The Oregon Health Authority (OHA) adopted “permanent” rules for masking in schools, forcing children to mask up “unless the State Public Health Director or State Public Health Officer issues an order stating that the some or all requirements in this rule are no longer necessary to control COVID-19.”
Oregon officials have long floated making mask rules a more “permanent” fixture in the state, and they made it a reality — at least for school settings.
“Children are required to attend school, which is a congregate setting where COVID-19 can spread easily if precautions are not taken,” the OHA’s rule reads, identifying masks and vaccinations as “two of the most important tools the state has to control COVID-19”:
To protect students who for reasons of age or medical conditions are not eligible to be vaccinated, and those with underlying health conditions that make them more susceptible to complications from COVID-19, as well as to minimize the disruption of student education in schools because of exposure to a confirmed or suspected case of COVID-19, requiring universal use of masks or face coverings in schools is necessary.
“The requirements in this rule remain in effect unless the State Public Health Director or State Public Health Officer issues an order stating that the some or all requirements in this rule are no longer necessary to control COVID-19,” the rule continues, essentially making masking in schools permanent and wholly dependent on the whims of officials.
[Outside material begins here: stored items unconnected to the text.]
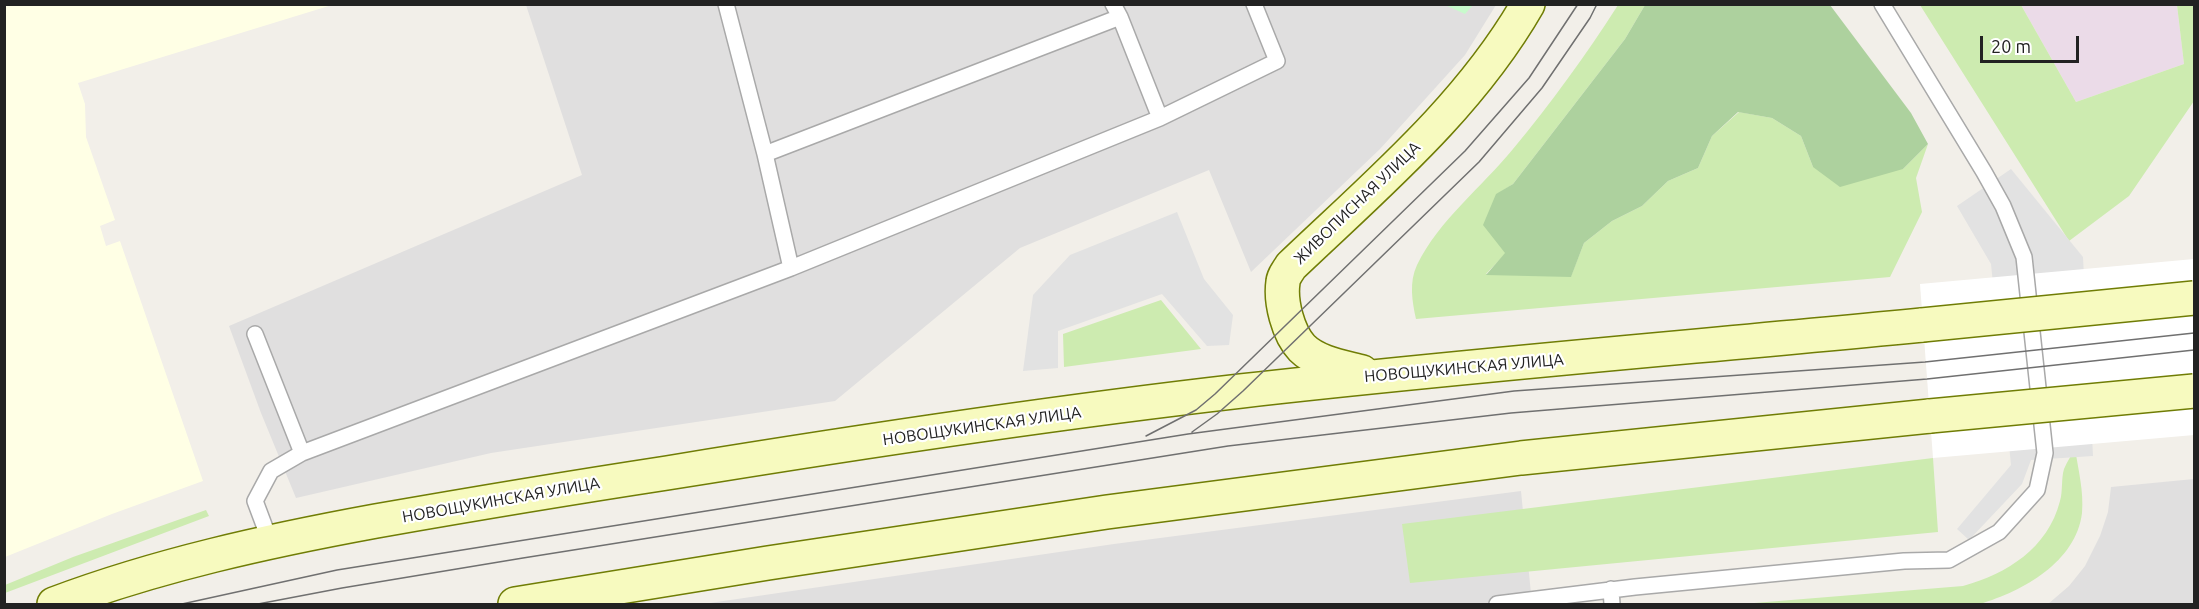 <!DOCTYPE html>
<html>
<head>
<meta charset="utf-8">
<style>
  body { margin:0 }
  #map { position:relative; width:2199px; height:609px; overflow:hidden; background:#f2efe9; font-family:Ubuntu,sans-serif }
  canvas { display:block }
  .frame { position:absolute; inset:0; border:6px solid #222; pointer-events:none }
  .scale { position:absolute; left:1980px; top:36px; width:99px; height:27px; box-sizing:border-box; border:3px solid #222; border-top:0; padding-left:8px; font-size:18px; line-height:21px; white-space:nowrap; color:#222; -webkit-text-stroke:4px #fff; paint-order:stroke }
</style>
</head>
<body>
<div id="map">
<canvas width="2199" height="609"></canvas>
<div class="frame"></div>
<div class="scale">20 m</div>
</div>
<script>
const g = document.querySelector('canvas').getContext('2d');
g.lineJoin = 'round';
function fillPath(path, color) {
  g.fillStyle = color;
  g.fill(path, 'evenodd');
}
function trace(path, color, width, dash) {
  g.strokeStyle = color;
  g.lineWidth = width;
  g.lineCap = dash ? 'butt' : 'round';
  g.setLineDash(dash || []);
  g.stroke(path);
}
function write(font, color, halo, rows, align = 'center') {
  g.font = font + ' Ubuntu,sans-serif';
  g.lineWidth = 4.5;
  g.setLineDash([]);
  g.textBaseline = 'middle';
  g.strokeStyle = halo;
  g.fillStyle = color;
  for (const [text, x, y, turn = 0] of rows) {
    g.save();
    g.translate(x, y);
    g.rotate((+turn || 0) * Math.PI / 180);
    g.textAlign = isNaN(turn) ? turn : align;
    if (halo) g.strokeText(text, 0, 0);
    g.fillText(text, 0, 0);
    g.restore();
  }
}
const residential = new Path2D(`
  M526,5H1496L1465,55L1380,149L1251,272L1209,170L1020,248L835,401L491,453L296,498L261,413L229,326L582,175Z
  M2194,479V604H2048L2069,586L2085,566L2100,536L2108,512L2111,487Z
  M1521,491L1532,604H703L1114,544Z`);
const industrial = new Path2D(`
  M2021,5H2177L2184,64L2076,102Z`);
const education = new Path2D(`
  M5,4L332,5L78,83L85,104L86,137L115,220L100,226L106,246L120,241L203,481L112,514L5,557Z`);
const grass = new Path2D(`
  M1618,5H1645L1625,39L1513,184L1496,195L1506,253L1486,274L1571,276L1584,243L1612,221L1642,206L1668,181L1698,168L1712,136L1739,112L1772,118L1801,136L1813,167L1903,169L1928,144L1916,178L1922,212L1890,277L1416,319C1412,301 1409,282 1417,265C1439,220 1482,187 1513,149C1551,103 1586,55 1618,5Z
  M1920,5H2021L2076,102L2184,64L2177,5H2194V101L2129,196L2069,241Z
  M1161,300L1201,349L1064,367L1063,334Z
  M2075,448C2078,469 2084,491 2082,513C2076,562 2023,591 1980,604H1742L1963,586C2007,574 2048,548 2060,501C2063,491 2061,479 2064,469C2067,462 2072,454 2075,448Z
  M1933,458L1938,532L1410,583L1402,524Z
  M206,510L209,516L5,593V585L73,557Z`);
const forest = new Path2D(`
  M1645,5H1830L1911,113L1928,144L1903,169L1840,187L1813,167L1801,136L1772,118L1738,112L1712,136L1698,168L1668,181L1642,206L1612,221L1584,243L1571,277L1486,275L1505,253L1483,225L1496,194L1513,184L1625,39Z`);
const park = new Path2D(`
  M1445,5H1473L1465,14Z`);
const parking = new Path2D(`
  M2011,169L2083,257L2093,456L2031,460L2022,484L1969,540L1957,529L2011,465L1991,264L1957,206Z
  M1177,212L1204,279L1233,315L1229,345L1207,346L1162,294L1058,331V368L1023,371L1033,295L1070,255Z`);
const pier = new Path2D(`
  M2194,259V435L1933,458L1920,284Z`);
const lane = new Path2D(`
  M726,4L765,154L791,268
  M1113,4L1120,17L1160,118
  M765,154L1120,17
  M255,334L302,453L791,268L1160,118L1277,61L1254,4
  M270,541L255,501L271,471L302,453
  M1611,589L1612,604
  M1497,604L1635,587L1904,561L1949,560L1999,532L2037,490L2045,453L2024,257L2003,206L1984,172L1882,4`);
const secondary = new Path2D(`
  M1362,372C1343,367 1317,363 1302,348C1288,333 1280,302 1283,282C1283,277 1288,271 1291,266C1376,185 1469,107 1528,4
  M54,604C158,565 267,541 376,521C473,504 569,488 667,473C857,442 1049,413 1241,391C1468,365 1695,347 1922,325
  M515,604L768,563L1107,512L1521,458L1930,416`);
const tram = new Path2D(`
  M1192,432L1217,414L1243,391L1479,162L1542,88L1590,18L1597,4
  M1146,436L1196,410L1215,394L1465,151L1529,78L1578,4
  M182,604L337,570L1188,434L1514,391L1925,362L2194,333
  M258,604L342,588L523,558L1228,446L1511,413L1927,379L2194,350`);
const secondaryBridge = new Path2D(`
  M1922,325L2194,298
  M1930,416L2194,391`);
const streetNames = [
  ["ЖИВОПИСНАЯ УЛИЦА",1357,203,-44],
  ["НОВОЩУКИНСКАЯ УЛИЦА",1464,368,-5],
  ["НОВОЩУКИНСКАЯ УЛИЦА",982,426,-8],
  ["НОВОЩУКИНСКАЯ УЛИЦА",501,500,-10]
];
fillPath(residential, '#e0dfdf');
fillPath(industrial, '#ebdbe8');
fillPath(education, '#ffffe5');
fillPath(grass, '#cdebb0');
fillPath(forest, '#add19e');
fillPath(park, '#c8facc');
fillPath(parking, '#e2e2e2');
fillPath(pier, '#fff');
trace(lane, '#a9a9a9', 18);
trace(secondary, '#707d05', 36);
trace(lane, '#fff', 15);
trace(secondary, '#f7fabf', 33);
trace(tram, '#707070', 1.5);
trace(secondaryBridge, '#707d05', 36, []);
trace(secondaryBridge, '#f7fabf', 33);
write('16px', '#222', '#fff', streetNames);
</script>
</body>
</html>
Oregon Department of Education’s Ready Schools, Safe Learners resilience manager Kati Moseley penned a letter on January 28 addressed to “Superintendents, Private School Leaders, Charter School Leaders, School Nurses, Reopening Advisors,” informing them of the formerly “temporary” rule’s new “permanent” status.
“Temporary rules expire, permanent rules are repealed. OHA has stated they will continue to review the need for this rule and will rescind or repeal the rule as soon as it is safe to do so,” she wrote.
“However, the virus sets the timeline,” she continued. “These measures are needed now as vaccination and universal and correct use of face coverings are among the strongest mitigation tools available to protect in-person instruction.”
Moseley emphasized that schools absolutely “cannot serve a student in-person if they or their family choose not to wear a face covering.”
The “permanent” rule comes as other blue-state leaders begin to relax mask mandates for children two years after the start of the pandemic. On Monday, New Jersey Gov. Phil Murphy (D) announced the end of mask mandates for children in schools come March, and Delaware Gov. John Carney (D) made a similar announcement, following the lead of Florida Gov. Ron DeSantis (R), who largely led the way in banning mandatory mask mandates in schools.